What the task asks: Search the data for "above". Return each matching line.

◇ ◇ ◇ ◇ ◇ ◇ ◇

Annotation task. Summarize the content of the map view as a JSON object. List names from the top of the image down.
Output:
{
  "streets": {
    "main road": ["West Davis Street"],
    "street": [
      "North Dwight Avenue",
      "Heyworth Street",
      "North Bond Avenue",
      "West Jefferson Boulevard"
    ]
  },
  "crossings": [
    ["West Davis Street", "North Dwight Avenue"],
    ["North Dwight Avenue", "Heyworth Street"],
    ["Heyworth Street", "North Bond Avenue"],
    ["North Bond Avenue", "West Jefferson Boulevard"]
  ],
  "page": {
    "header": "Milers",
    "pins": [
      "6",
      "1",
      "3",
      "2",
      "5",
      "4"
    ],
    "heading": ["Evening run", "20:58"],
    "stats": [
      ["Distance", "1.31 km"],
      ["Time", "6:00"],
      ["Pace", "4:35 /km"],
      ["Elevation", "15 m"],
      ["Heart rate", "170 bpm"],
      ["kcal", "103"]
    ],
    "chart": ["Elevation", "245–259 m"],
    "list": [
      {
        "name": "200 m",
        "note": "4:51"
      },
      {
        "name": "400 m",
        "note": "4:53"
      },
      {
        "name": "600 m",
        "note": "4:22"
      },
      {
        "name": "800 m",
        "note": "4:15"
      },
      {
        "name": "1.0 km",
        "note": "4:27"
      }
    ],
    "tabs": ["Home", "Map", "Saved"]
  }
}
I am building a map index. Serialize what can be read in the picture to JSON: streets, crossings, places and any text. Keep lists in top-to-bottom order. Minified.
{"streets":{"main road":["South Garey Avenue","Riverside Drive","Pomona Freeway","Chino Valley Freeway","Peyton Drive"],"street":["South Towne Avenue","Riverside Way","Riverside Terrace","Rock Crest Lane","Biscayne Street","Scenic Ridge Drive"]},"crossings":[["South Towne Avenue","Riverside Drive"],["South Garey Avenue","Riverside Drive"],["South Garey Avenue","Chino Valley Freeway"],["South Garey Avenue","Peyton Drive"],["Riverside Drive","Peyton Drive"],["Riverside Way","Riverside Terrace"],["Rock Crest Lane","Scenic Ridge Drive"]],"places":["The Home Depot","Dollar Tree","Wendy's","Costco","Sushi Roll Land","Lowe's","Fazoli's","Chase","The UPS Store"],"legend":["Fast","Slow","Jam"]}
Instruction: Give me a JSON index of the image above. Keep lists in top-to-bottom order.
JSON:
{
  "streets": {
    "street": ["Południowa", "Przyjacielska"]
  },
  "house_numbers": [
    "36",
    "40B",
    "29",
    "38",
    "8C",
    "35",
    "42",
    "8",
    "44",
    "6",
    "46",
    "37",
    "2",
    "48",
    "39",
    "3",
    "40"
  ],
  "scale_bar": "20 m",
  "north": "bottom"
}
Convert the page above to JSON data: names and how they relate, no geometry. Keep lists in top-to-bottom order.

◇ ◇ ◇ ◇ ◇ ◇ ◇

Written answer:
Instruction: Give me a JSON index of the image above. Keep lists in top-to-bottom order.
Convert the page above to JSON data: names and how they relate, no geometry. Keep lists in top-to-bottom order.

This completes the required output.